[[ Records for this task open ]]
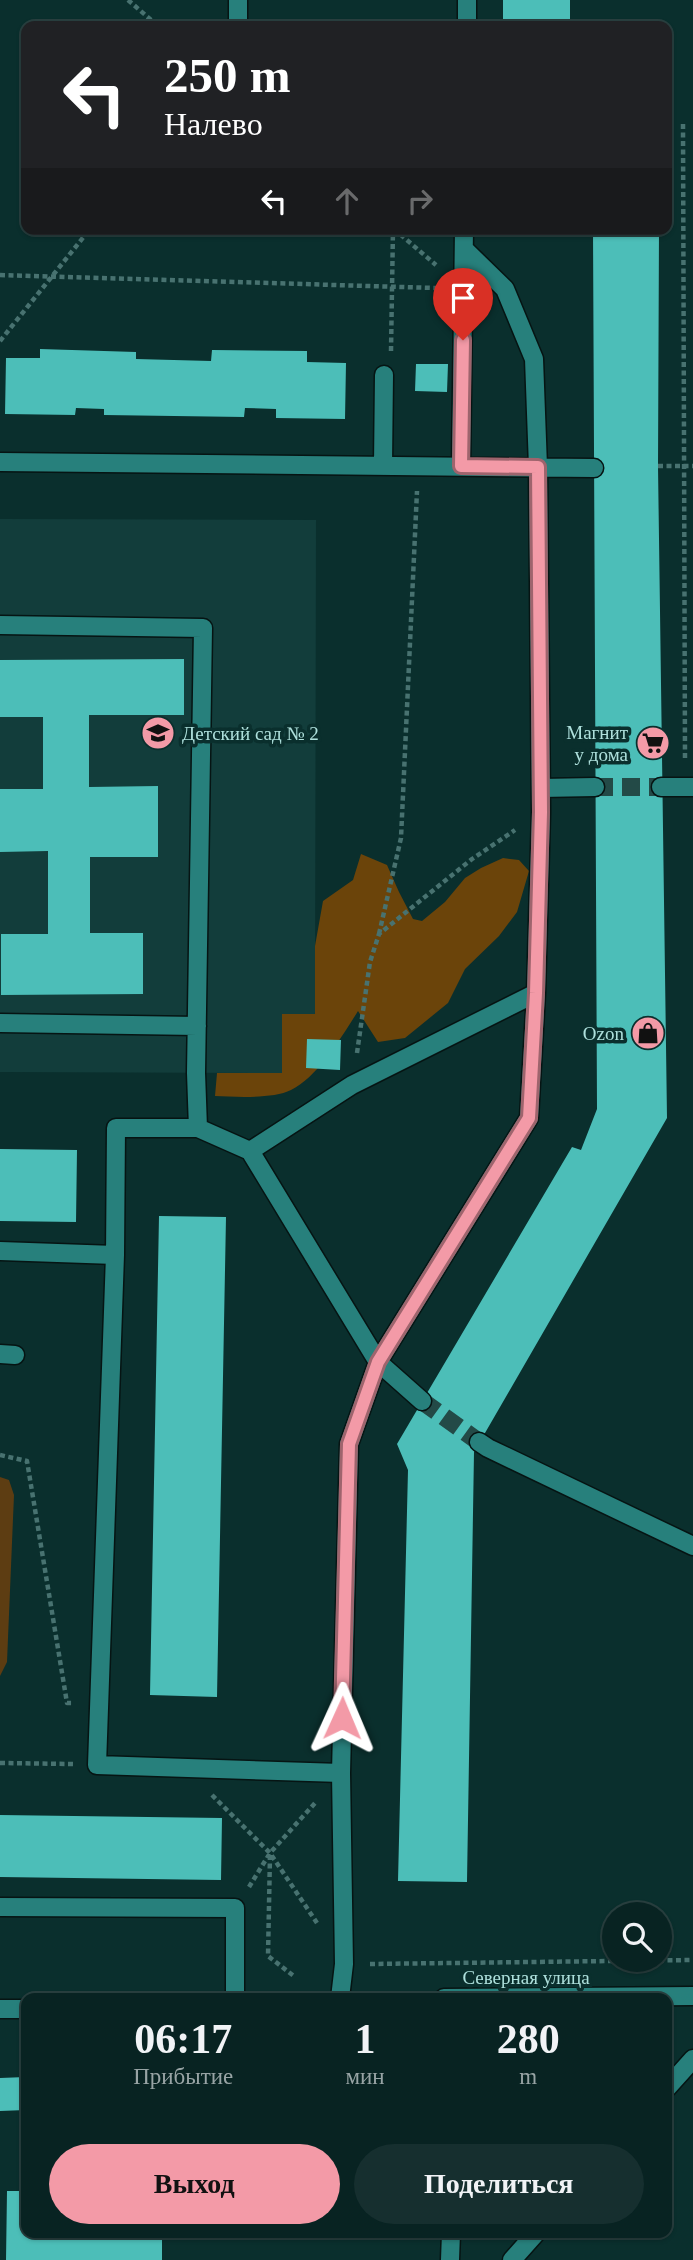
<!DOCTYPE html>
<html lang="ru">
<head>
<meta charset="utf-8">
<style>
  :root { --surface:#082322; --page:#162f2f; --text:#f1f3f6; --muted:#98a4a5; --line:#294040; --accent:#f39aa7 }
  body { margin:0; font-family:"Times New Roman",serif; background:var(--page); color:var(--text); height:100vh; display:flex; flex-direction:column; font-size:26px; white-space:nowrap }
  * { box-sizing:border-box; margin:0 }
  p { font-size:23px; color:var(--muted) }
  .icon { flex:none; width:38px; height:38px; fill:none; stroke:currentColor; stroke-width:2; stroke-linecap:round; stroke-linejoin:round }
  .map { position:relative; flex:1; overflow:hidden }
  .sheet { position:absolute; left:21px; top:1993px; width:651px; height:245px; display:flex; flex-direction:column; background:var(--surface); border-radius:14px; box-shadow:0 2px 5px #0004,0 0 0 2px var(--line) }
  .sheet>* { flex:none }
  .top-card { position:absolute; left:21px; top:21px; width:651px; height:214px; border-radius:14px; box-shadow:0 2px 5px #0004,0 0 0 2px var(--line); background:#202124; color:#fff; overflow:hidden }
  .buttons { position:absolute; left:602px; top:1902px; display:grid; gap:14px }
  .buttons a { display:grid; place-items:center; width:70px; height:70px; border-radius:50%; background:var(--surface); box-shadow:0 2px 5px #0004,0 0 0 2px var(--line); font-size:35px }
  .pin { position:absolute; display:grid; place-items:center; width:60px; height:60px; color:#fff; margin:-72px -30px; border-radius:50% 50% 50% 0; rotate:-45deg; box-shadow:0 0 7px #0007 }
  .pin .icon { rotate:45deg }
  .me { position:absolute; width:77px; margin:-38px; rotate:1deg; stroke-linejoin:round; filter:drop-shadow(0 0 5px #0008) }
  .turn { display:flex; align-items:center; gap:24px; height:147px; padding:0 28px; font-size:32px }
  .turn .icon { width:91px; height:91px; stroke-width:2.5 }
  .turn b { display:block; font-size:49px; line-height:60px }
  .lanes { display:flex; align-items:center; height:66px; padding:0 28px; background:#0003; justify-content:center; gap:35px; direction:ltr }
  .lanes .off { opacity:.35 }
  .eta { display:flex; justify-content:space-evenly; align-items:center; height:119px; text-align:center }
  .eta b { font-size:42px; font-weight:800; line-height:49px }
  .primary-button { display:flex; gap:14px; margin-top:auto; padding:14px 28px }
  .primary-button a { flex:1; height:80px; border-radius:42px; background:var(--accent); color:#111; font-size:28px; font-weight:800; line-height:80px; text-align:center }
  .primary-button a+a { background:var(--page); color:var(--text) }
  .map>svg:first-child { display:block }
  .built { fill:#123d3b }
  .green { fill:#5d3d12 }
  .forest { fill:#6b440a }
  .building { fill:#4cbeb8 }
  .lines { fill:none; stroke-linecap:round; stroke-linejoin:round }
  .minor-tunnel { stroke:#234a47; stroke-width:18; stroke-dasharray:18 9; stroke-linecap:butt }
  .minor-casing { stroke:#061413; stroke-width:21 }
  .path { stroke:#487270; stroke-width:4.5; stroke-dasharray:5 3.5; stroke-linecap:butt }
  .minor { stroke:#27807c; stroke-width:18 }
  .route-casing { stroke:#9e646d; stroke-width:18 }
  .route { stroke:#f39aa7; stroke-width:12 }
  .labels { text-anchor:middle; stroke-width:7; stroke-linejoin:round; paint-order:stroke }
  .poi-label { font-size:19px; fill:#aee0dc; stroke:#0a2f2d; text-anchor:end }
  .street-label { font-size:19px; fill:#aee0dc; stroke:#0a2f2d }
</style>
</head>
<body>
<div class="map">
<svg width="693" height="2260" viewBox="0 0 693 2260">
  <rect width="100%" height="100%" fill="#0a2f2d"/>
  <path class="built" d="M0,519L316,520L315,1014H282V1073L0,1072Z"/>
  <path class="green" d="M0,1477L9,1480L14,1495L7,1662L0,1676Z"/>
  <path class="forest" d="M361,854L387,865L399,892L413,919L422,921L445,902L465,878L481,868L503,858L519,860L529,871L517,912L499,936L465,969L448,1003L405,1038L378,1042L358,1011C343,1035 317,1078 291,1090C273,1099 236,1097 215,1096L217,1073H282V1014H315V946L323,901L353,880Z"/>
  <path class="building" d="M503,0H570V26H503Z
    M593,229H659L658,466L667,1118L474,1452L467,1882L398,1881L408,1470L397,1444L572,1147L581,1150L597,1109Z
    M40,349L136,352V359L211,361L212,350L307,351V362L346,363L345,419L276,418V409L245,408L244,417L104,415V409L76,408L75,415L5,414L6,358H40Z
    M416,364H448L447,392L415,391Z
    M184,659V715H89V787L158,786V857H90V933H143V994L1,995V934H48V851L0,852V789H43V717H0V660Z
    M307,1039L341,1040L340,1070L306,1068Z
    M0,1149L77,1150L76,1222L0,1221Z
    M159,1216L226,1217L217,1697L150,1695Z
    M0,1815L222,1818L221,1880L0,1877Z
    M26,2077V2110L0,2111V2078Z
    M7,2191H26V2233H162V2260H6Z"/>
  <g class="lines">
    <path class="minor-tunnel" d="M595,787H661
      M422,1401L479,1442"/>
    <defs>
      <path id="minor" d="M238,26V0
        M467,26V0
        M0,462L594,468
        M383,465L384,375
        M461,466L464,229
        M0,625L203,628L196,1073L198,1128
        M661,787H693
        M541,788L595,787
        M0,1023L197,1026
        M250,1151L352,1085L536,993
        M0,1251L115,1255L116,1128H198L250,1151L378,1362L422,1401
        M115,1255L97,1765L341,1773
        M0,1354L15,1355
        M479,1442L488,1448L693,1546
        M0,1907L235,1908V1998
        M340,1998L344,1964L341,1773L349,1444L378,1362L529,1118L536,993L541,812L538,467L534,359L505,289L464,249
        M444,1998L693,1996
        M0,2009H26
        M667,2088L693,2059
        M450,2260L451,2233
        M512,2260L536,2233"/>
    </defs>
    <use href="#minor" class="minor-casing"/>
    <path class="path" d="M128,0L158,26
      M683,124L685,760
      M394,229L436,265
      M0,275L436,288
      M0,341L90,229
      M391,351L393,229
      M658,466H693
      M379,934L401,838L417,491
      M357,1053L370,962L379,934L472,859L515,830
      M0,1455L27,1461L67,1703H74
      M0,1763L73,1764
      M212,1795L270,1853L317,1923
      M270,1855L268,1956L295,1977
      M249,1887L270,1853L315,1803
      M370,1964L693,1960"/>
    <use href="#minor" class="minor"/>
  </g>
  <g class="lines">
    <defs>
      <path id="route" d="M342,1718L349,1444L378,1362L529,1118L536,993L541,812L538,467L461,466L463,340"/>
    </defs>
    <use href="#route" class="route-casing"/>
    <use href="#route" class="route"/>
  </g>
  <defs>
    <symbol id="school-disc" viewBox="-11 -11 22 22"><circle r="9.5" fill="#f39aa7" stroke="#0a2f2d"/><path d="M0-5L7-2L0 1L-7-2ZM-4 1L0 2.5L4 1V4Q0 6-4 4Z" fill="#111"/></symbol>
    <symbol id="supermarket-disc" viewBox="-11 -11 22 22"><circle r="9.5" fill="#f39aa7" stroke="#0a2f2d"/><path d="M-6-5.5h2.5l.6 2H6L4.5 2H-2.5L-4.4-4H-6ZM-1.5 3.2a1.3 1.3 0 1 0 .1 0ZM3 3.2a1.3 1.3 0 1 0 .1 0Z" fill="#111"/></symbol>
    <symbol id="shop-disc" viewBox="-11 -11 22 22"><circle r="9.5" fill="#f39aa7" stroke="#0a2f2d"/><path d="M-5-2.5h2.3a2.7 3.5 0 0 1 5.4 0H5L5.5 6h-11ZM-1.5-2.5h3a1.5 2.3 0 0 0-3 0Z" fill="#111"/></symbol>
  </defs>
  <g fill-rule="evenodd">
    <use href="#school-disc" x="139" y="714" width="38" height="38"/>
    <use href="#supermarket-disc" x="634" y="724" width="38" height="38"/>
    <use href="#shop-disc" x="629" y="1014" width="38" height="38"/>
  </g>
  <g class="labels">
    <g class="poi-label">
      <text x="628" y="739">Магнит<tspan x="628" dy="22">у дома</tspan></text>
      <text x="182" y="740" text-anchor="start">Детский сад № 2</text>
      <text x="624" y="1040">Ozon</text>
    </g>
    <g class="street-label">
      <text x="526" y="1984">Северная улица</text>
    </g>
  </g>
</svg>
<div class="buttons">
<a><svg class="icon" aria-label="search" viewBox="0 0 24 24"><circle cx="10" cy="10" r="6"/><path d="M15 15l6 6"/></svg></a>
</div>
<div class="pin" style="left:463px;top:340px;background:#d93025"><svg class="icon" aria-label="arrive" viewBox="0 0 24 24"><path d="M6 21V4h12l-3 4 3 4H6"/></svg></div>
<svg class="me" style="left:342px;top:1718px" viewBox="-20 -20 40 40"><path d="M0-17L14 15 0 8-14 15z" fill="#f39aa7" stroke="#fff" stroke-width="4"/></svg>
<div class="top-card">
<div class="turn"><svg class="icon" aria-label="left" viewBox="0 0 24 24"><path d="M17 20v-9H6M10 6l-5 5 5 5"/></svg><div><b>250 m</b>Налево</div></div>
<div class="lanes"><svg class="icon" aria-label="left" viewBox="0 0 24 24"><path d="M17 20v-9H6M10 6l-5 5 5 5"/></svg><svg class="icon off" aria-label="ahead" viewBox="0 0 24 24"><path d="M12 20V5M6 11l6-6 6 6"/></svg><svg class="icon off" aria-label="right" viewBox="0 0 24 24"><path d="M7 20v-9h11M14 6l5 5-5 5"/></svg></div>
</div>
<section class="sheet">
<div class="eta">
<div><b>06:17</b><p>Прибытие</p></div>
<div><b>1</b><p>мин</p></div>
<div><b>280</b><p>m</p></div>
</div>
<div class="primary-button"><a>Выход</a><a>Поделиться</a></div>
</section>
</div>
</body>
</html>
[[ Records for this task closed ]]
### Try it
Filter the entries above down to the lines containing the word "grid".

### Written solution
  .buttons { position:absolute; left:602px; top:1902px; display:grid; gap:14px }
  .buttons a { display:grid; place-items:center; width:70px; height:70px; border-radius:50%; background:var(--surface); box-shadow:0 2px 5px #0004,0 0 0 2px var(--line); font-size:35px }
  .pin { position:absolute; display:grid; place-items:center; width:60px; height:60px; color:#fff; margin:-72px -30px; border-radius:50% 50% 50% 0; rotate:-45deg; box-shadow:0 0 7px #0007 }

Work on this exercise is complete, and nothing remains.